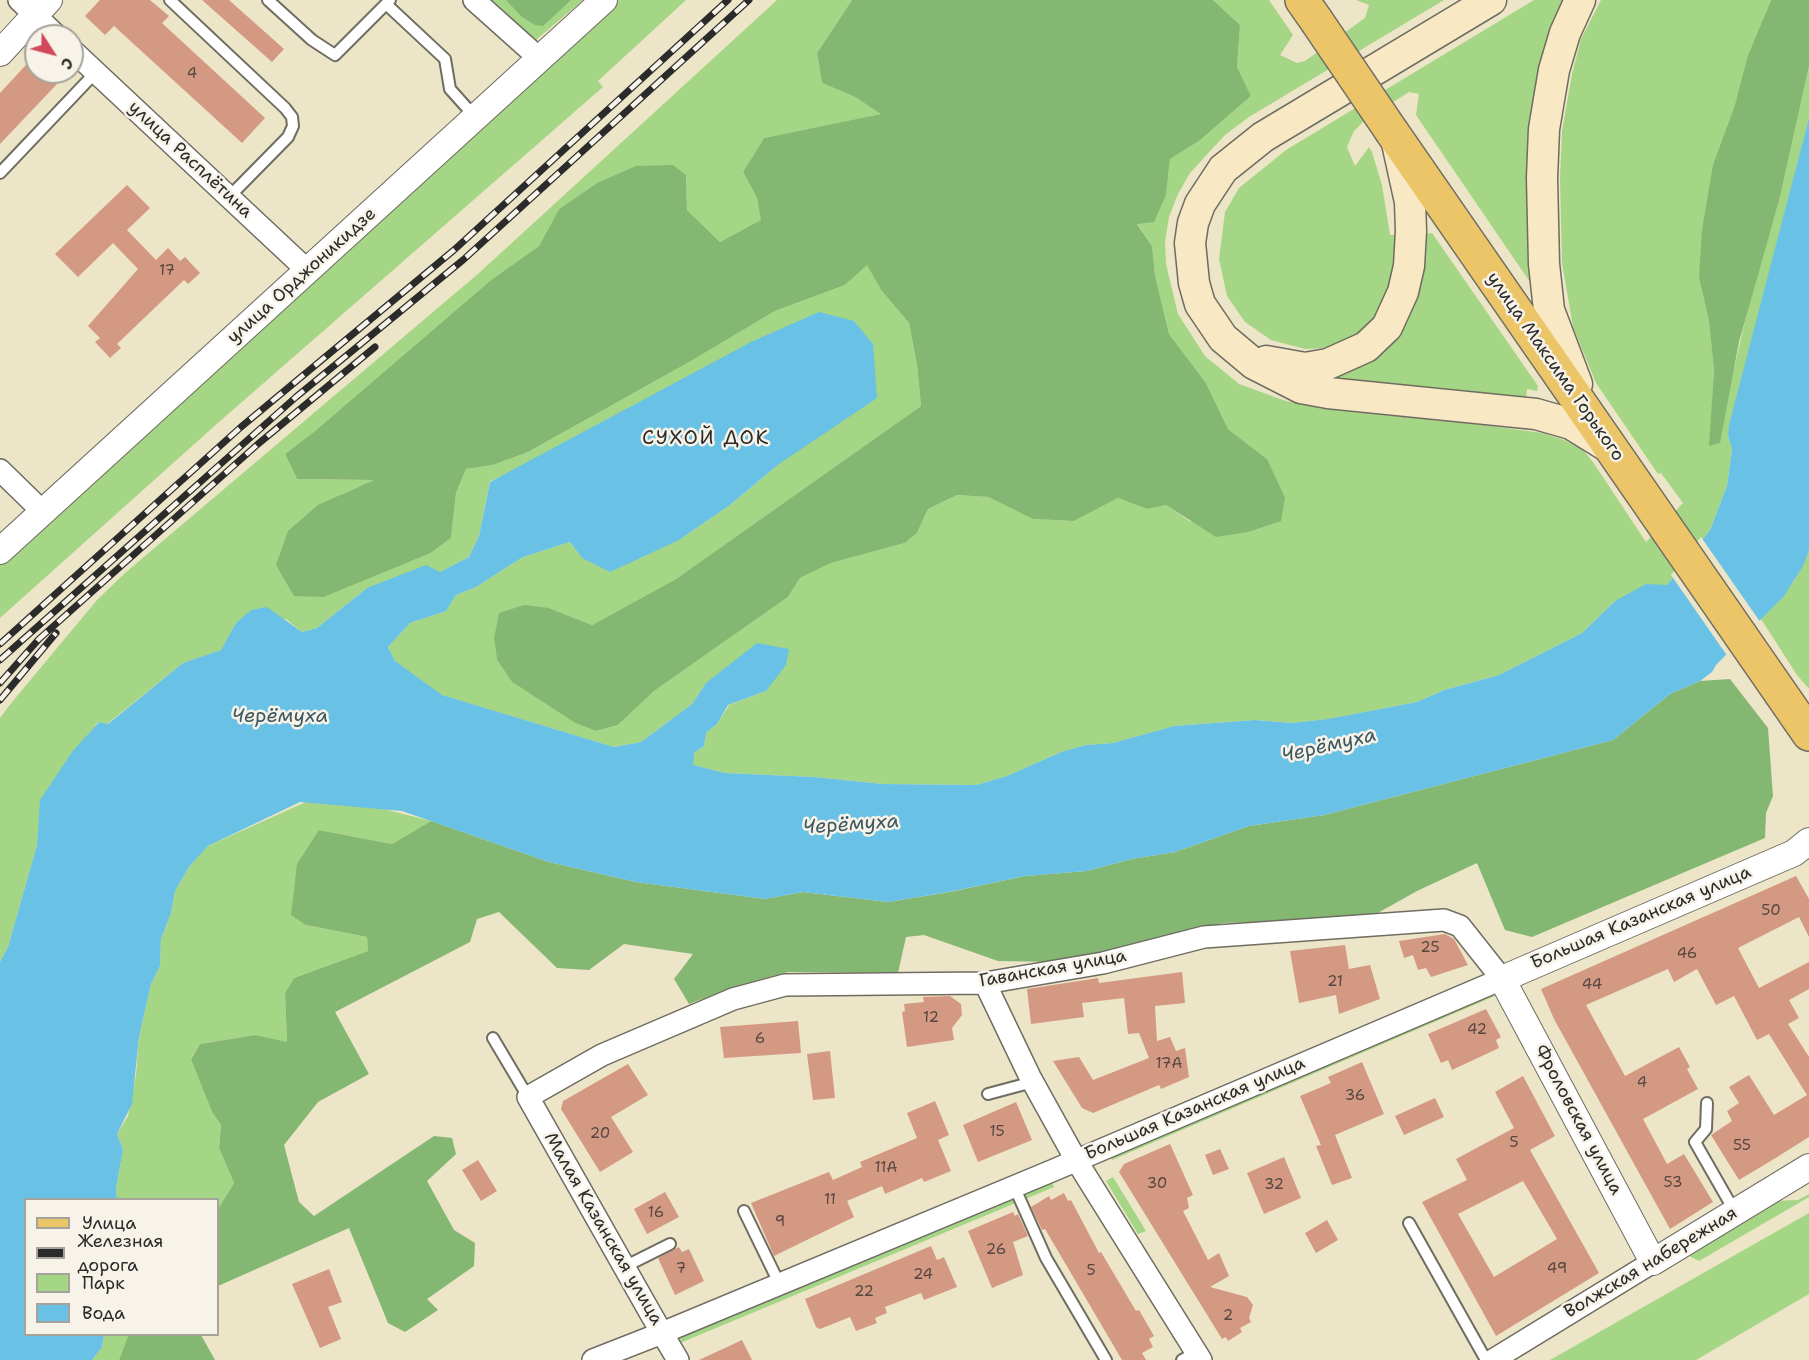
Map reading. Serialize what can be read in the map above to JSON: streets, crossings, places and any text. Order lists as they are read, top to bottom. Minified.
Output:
{"streets":{"main road":["улица Максима Горького"],"street":["улица Расплётина","улица Орджоникидзе","Большая Казанская улица","Гаванская улица","Фроловская улица","Малая Казанская улица","Волжская набережная"]},"crossings":[["улица Расплётина","улица Орджоникидзе"],["Большая Казанская улица","Гаванская улица"],["Большая Казанская улица","Фроловская улица"],["Большая Казанская улица","Малая Казанская улица"],["Гаванская улица","Фроловская улица"],["Гаванская улица","Малая Казанская улица"],["Фроловская улица","Волжская набережная"]],"districts":["СУХОЙ ДОК"],"water":["Черёмуха"],"house_numbers":["4","17","50","25","46","21","44","12","42","6","17А","4","36","15","20","5","55","11А","53","30","32","11","16","9","26","7","49","5","24","22","2"],"legend":["Улица","Железная дорога","Парк","Вода"],"north":"bottom right"}
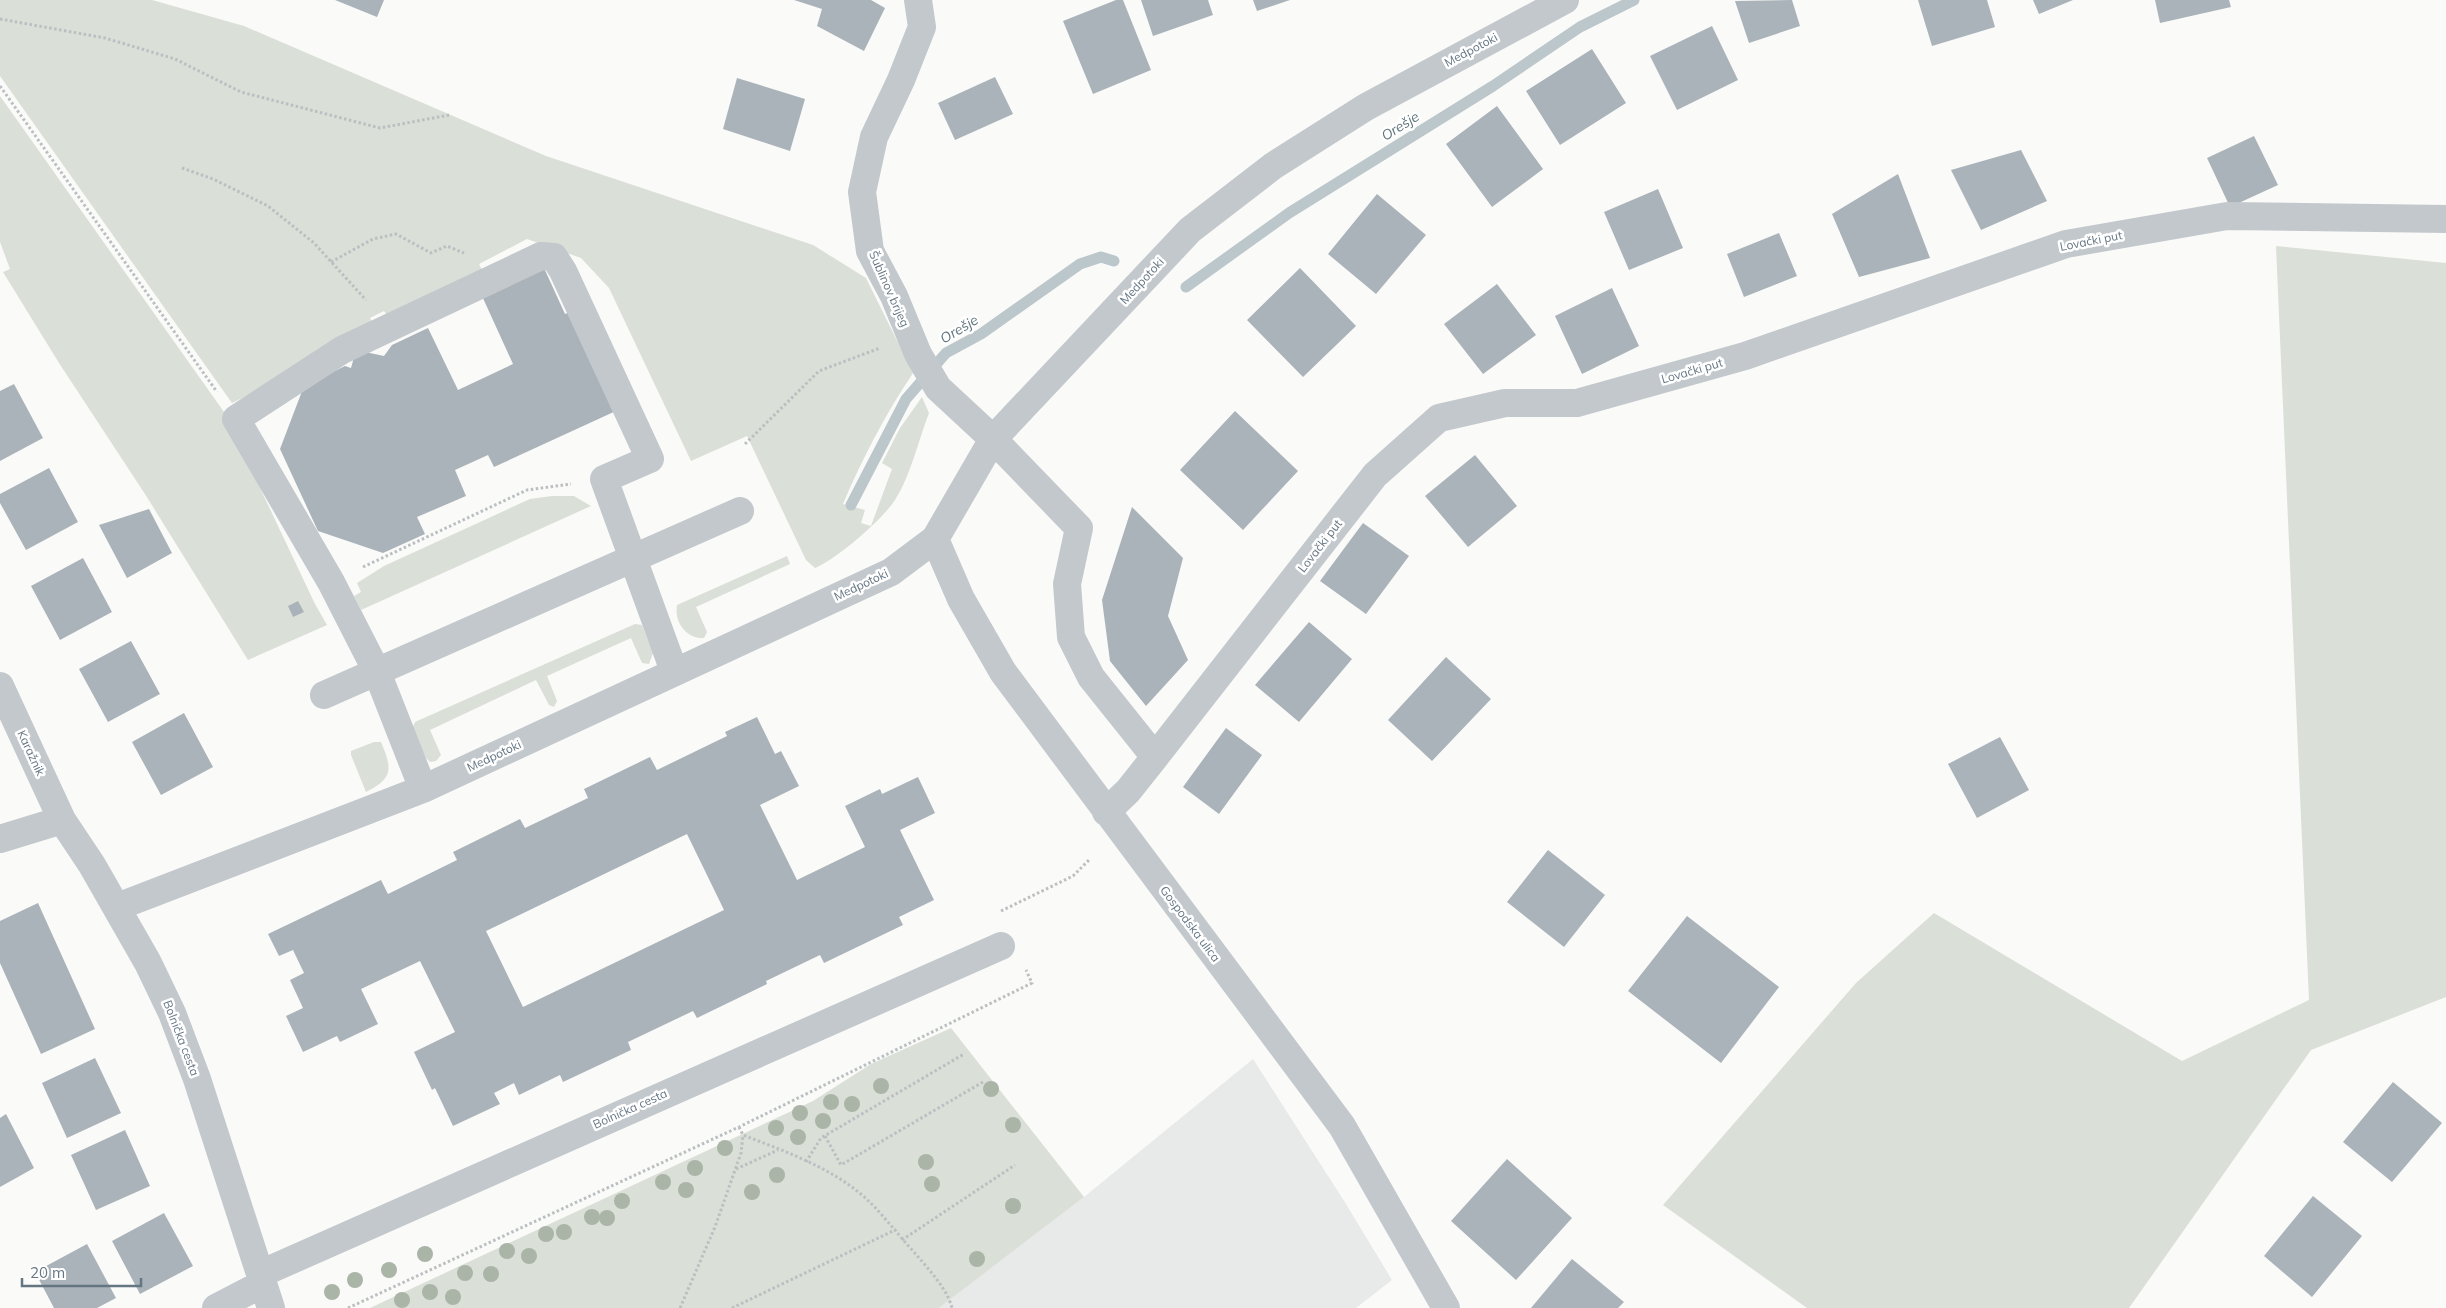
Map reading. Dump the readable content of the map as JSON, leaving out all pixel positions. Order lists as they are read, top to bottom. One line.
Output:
{"streets":{"street":["Medpotoki","Lovački put","Šublinov brijeg","Karažnik","Gospodska ulica","Bolnička cesta"]},"crossings":[["Medpotoki","Šublinov brijeg"],["Medpotoki","Gospodska ulica"],["Medpotoki","Bolnička cesta"],["Lovački put","Šublinov brijeg"],["Lovački put","Gospodska ulica"],["Karažnik","Bolnička cesta"]],"water":["Orešje"],"scale_bar":"20 m"}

···

YOUR GOAL:
Please transcribe exactly the line containing "Map reading. Dump" and every line after it to the end of the data, and no other lines.

ANSWER BOX:
Map reading. Dump the readable content of the map as JSON, leaving out all pixel positions. Order lists as they are read, top to bottom. One line.
Output:
{"streets":{"street":["Medpotoki","Lovački put","Šublinov brijeg","Karažnik","Gospodska ulica","Bolnička cesta"]},"crossings":[["Medpotoki","Šublinov brijeg"],["Medpotoki","Gospodska ulica"],["Medpotoki","Bolnička cesta"],["Lovački put","Šublinov brijeg"],["Lovački put","Gospodska ulica"],["Karažnik","Bolnička cesta"]],"water":["Orešje"],"scale_bar":"20 m"}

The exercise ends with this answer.